Reprint the lines below as they are, minus the pictures.

[Dataset excerpts]
-- Opening Marker --

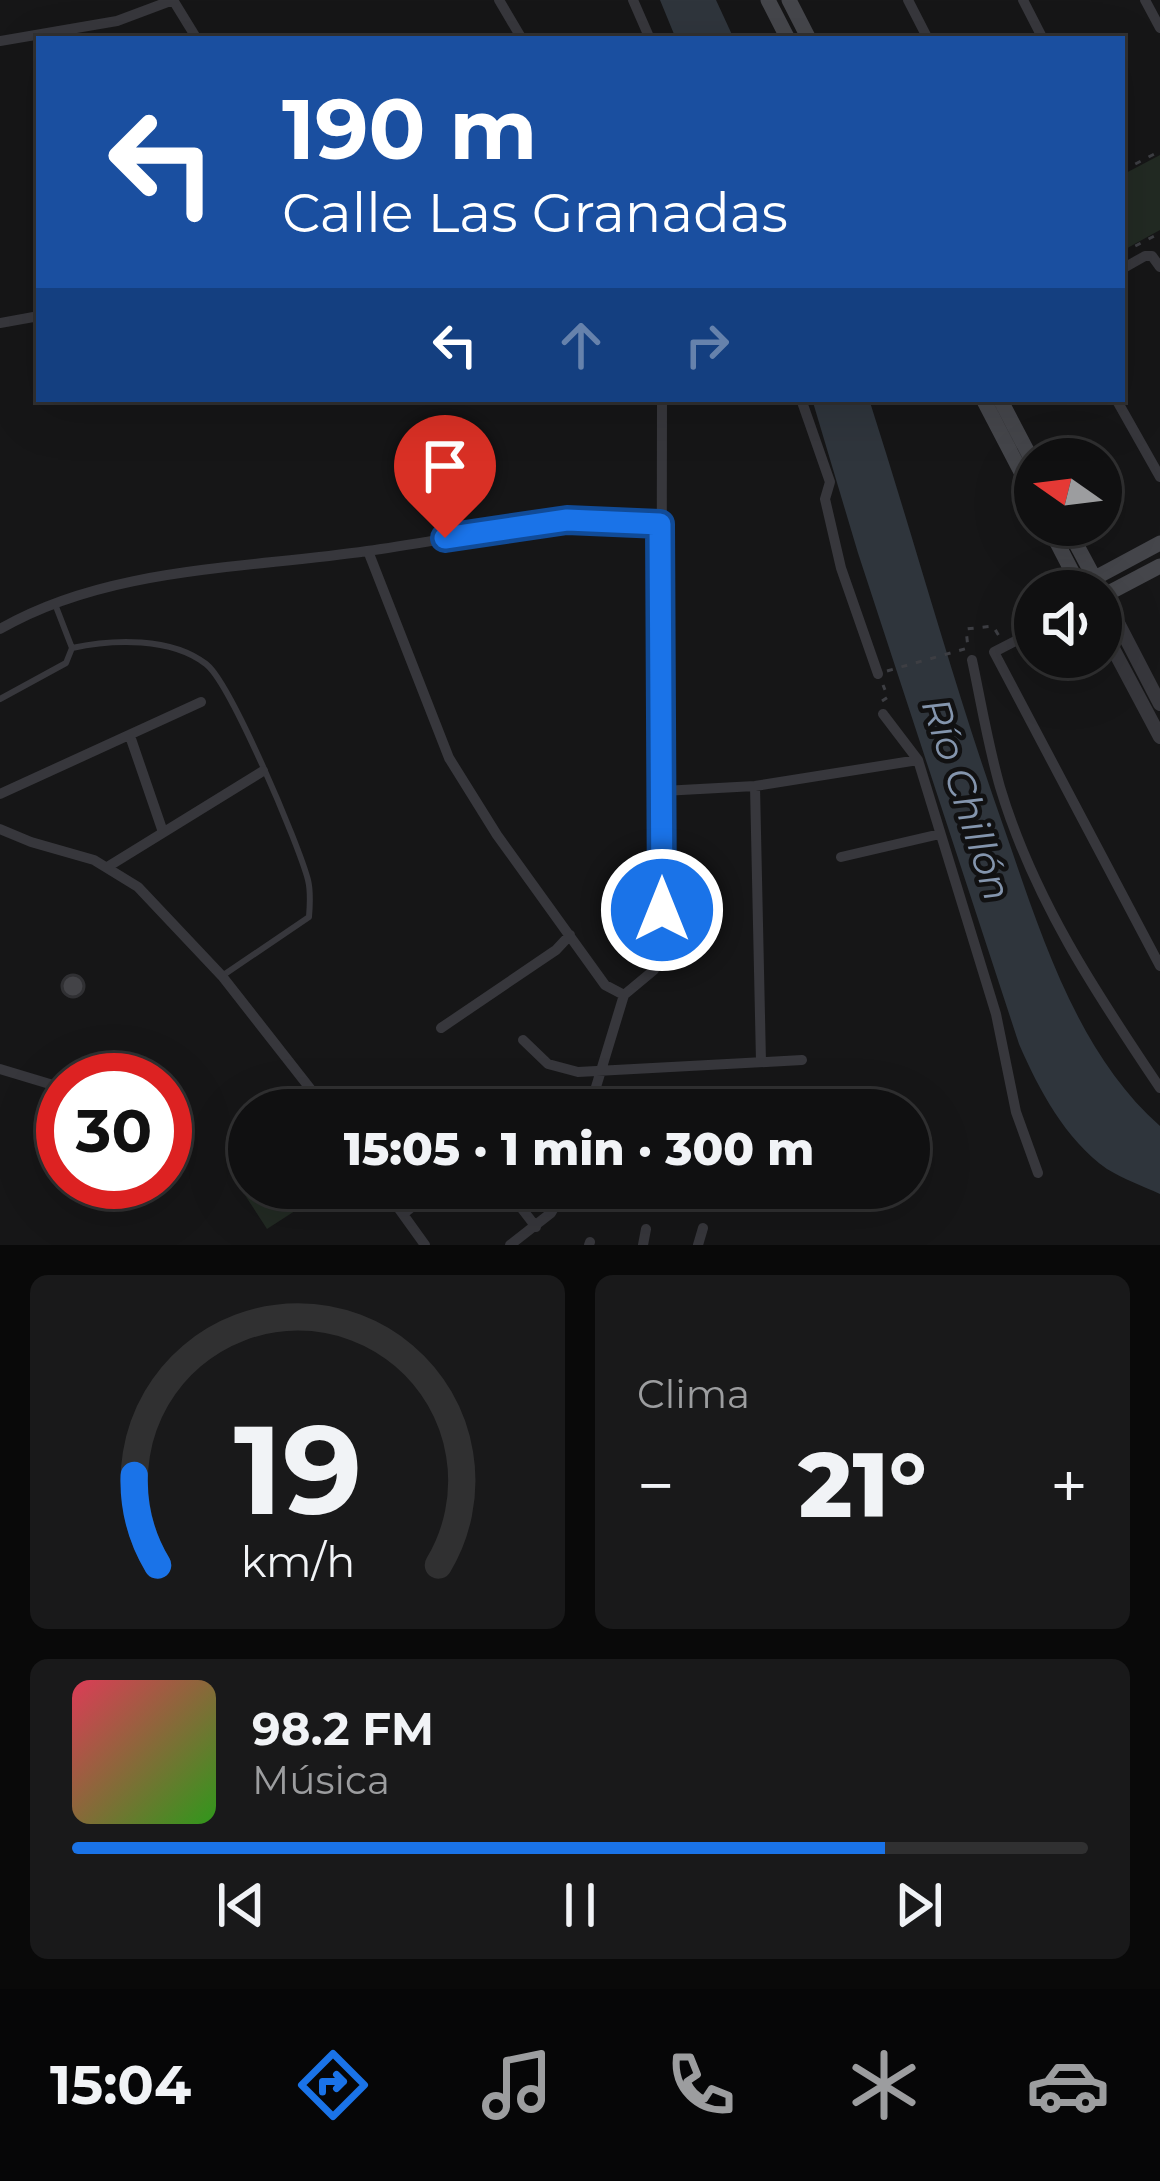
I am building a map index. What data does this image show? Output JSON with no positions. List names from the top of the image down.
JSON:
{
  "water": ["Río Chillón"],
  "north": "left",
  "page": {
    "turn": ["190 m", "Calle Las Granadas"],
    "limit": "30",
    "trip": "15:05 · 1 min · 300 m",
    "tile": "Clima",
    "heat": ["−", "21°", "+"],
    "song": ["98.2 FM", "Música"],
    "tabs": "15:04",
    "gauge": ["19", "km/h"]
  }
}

-- Closing Marker --

Task solution »
I am building a map index. What data does this image show? Output JSON with no positions. List names from the top of the image down.
JSON:
{
  "water": ["Río Chillón"],
  "north": "left",
  "page": {
    "turn": ["190 m", "Calle Las Granadas"],
    "limit": "30",
    "trip": "15:05 · 1 min · 300 m",
    "tile": "Clima",
    "heat": ["−", "21°", "+"],
    "song": ["98.2 FM", "Música"],
    "tabs": "15:04",
    "gauge": ["19", "km/h"]
  }
}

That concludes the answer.